The fundamental premise of "Shakespeare in Love" was put in place by Mr. Norman, an industry veteran who says that he got the idea from his son, Zach, who sold him on the notion of portraying Shakespeare as a young man. "I couldn't get a handle on it at first," recalls Norman, "but I didn't want to go back to my child and tell him I couldn't do the story." With that motivation for his pen, Norman said he hit upon the essential storyline of a playwright struggling both with his desire to rise above the ordinary and the demands of an entertainment industry that was being created along with his career.

"The industry as we know it today was essentially born in Shakespeare's time," Norman points out. Before that era, playwrights and actors had no home theater and no backers or regular audiences. "They were itinerants, performing in the streets," he says.

In order to bring the young bard to life, Norman put what he calls an "American spin on the story" by showing what moved Shakespeare from everyday to extraordinary, and by entering into the heart of the young man. He "was interested in examining the process of genius appearing in everyday life, what that would look like."

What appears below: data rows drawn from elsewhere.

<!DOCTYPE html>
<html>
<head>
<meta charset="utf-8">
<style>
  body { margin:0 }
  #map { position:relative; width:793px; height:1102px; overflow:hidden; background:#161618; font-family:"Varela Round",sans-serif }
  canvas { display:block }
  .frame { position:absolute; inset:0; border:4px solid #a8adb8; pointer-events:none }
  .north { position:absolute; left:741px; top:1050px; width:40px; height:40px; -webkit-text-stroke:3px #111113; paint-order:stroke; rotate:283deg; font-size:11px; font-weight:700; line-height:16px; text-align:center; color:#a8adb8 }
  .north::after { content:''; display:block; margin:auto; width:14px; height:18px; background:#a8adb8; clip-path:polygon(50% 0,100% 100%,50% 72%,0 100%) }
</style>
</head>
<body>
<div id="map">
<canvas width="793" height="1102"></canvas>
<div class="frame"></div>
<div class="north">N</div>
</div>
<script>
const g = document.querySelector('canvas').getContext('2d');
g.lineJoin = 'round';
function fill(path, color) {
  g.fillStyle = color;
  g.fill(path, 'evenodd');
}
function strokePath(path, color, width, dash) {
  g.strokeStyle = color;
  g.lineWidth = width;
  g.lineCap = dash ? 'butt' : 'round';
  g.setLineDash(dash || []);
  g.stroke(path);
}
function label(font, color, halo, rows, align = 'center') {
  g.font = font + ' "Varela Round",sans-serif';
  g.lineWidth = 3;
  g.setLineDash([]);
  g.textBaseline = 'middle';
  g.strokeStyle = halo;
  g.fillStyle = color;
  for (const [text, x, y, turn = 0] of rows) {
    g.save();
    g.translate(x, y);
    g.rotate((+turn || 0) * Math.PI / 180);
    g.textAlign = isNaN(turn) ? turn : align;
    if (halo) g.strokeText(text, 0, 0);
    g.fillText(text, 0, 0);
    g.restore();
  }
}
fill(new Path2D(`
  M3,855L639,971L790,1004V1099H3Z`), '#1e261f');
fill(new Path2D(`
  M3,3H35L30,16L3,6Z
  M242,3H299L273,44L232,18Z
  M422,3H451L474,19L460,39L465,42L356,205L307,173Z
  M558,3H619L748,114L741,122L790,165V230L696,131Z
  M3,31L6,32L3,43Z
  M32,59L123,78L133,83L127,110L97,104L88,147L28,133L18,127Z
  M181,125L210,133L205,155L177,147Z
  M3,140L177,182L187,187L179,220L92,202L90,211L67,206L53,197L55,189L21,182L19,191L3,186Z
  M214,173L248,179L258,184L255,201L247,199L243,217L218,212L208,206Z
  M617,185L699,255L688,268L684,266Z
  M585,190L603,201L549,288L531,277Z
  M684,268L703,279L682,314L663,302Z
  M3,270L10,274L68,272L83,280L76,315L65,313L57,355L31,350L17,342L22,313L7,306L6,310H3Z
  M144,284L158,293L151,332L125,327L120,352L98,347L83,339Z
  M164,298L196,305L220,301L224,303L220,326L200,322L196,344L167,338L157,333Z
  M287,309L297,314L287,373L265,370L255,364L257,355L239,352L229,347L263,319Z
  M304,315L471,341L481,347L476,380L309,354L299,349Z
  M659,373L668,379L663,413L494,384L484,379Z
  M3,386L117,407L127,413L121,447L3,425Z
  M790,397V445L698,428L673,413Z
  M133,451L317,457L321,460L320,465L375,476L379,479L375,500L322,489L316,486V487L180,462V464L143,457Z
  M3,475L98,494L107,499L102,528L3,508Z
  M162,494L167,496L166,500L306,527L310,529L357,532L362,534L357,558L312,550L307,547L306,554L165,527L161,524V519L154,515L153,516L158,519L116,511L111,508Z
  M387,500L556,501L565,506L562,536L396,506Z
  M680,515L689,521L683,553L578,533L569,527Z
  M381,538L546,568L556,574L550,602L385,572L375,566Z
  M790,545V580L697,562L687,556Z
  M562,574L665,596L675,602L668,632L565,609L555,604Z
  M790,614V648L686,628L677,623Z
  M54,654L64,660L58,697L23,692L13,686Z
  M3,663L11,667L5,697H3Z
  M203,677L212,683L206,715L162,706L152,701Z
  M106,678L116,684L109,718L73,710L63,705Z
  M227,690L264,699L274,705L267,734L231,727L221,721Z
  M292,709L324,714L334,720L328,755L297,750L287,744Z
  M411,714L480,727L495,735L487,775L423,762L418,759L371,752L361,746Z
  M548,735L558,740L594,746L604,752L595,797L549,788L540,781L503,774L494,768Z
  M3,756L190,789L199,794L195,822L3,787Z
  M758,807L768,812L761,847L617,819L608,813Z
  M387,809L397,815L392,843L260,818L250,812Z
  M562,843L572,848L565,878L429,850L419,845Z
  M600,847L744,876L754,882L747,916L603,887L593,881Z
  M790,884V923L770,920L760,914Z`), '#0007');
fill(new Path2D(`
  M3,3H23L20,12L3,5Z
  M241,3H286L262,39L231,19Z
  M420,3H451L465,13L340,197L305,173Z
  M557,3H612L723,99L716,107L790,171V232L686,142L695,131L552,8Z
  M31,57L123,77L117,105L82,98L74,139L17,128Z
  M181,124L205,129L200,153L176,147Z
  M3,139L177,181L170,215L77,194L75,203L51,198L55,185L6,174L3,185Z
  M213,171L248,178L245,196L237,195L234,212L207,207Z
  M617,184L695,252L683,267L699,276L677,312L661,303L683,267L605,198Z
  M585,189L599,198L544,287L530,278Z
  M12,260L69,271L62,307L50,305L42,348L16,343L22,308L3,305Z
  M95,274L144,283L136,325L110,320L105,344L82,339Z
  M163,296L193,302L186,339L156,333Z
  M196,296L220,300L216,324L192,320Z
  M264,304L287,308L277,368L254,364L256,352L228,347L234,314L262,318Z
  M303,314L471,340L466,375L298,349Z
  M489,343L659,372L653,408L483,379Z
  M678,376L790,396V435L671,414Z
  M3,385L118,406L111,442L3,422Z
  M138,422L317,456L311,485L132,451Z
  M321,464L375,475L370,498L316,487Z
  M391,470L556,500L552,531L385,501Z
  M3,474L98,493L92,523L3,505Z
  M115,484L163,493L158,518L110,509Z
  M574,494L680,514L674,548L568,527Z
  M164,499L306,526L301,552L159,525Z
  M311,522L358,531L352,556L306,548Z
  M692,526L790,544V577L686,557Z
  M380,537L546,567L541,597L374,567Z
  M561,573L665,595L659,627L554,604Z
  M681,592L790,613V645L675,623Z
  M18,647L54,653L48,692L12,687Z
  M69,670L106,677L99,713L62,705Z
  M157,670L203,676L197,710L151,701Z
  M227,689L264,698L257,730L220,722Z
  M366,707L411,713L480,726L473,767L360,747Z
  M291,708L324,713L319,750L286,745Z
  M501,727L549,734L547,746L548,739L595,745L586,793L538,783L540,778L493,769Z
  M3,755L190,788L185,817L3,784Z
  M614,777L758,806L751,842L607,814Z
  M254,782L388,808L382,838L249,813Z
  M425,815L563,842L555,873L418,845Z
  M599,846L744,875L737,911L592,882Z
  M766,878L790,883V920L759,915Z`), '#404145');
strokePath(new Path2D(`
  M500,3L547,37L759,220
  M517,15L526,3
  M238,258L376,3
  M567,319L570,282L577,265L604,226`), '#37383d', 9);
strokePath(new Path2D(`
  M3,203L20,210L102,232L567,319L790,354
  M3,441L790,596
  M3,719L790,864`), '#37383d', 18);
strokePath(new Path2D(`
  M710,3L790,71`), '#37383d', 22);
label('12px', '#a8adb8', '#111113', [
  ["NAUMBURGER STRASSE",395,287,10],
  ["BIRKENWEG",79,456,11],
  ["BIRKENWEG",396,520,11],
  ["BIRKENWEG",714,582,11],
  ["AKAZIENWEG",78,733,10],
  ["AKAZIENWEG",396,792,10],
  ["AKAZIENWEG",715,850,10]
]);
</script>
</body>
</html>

The movie shows the young Shakespeare transforming from a run-of-the-mill playwright to a world-class writer as his own bittersweet love affair unfolds. While historians agree that the playwright's career was transformed during the creation of "Romeo and Juliet," few historical records of his private life exist. The connection between a conjectured love affair and the final play was an extrapolation by Norman, who penned the initial draft.

Stoppard likes the idea that a tumultuous moment in a writer's private life might trigger greatness, but he suggests that it's really impossible to know the genesis of genius with any certainty. "You can't account for it," he says.

He also shies away from the notion that a writer's own life is always his source material. "I'm not somebody who drops a bucket into himself and draws up the next play," says Stoppard, adding that he prefers to look outward for his ideas.

Indeed, Sir Tom Stoppard is best known for works that tackle such intellectually bracing topics as quantum mechanics, chaos theory, and Marxist ideology. It may come as a surprise to his fans - for whom his linguistic pyrotechnics and intellectual savvy embody the best the English language has to offer - that he actually was born Tomas Straussler in Czechoslovakia and has never attended university.

After the equivalent of a private-school secondary education, he took his first job as a journalist at the age of 17. Ever since then, he has approached his work with the research instincts of a newspaperman, digging into the topic du jour like an investigative reporter, giving up the search only when the latest play is complete. His current passion is 19th-century Russia, although what he will do with the topic is not yet clear.

As Stoppard reflects upon this career, he has one regret. He wishes that he had taken the time out for four years of college, a period he regards as the only clear opportunity life offers for pure reading and reflection.

Maybe then, suggests Stoppard (without whose name and intellectual cachet, says co-writer Marc Norman, "Shakespeare in Love" would never have gotten made), "I might actually be the man everybody thinks me to be."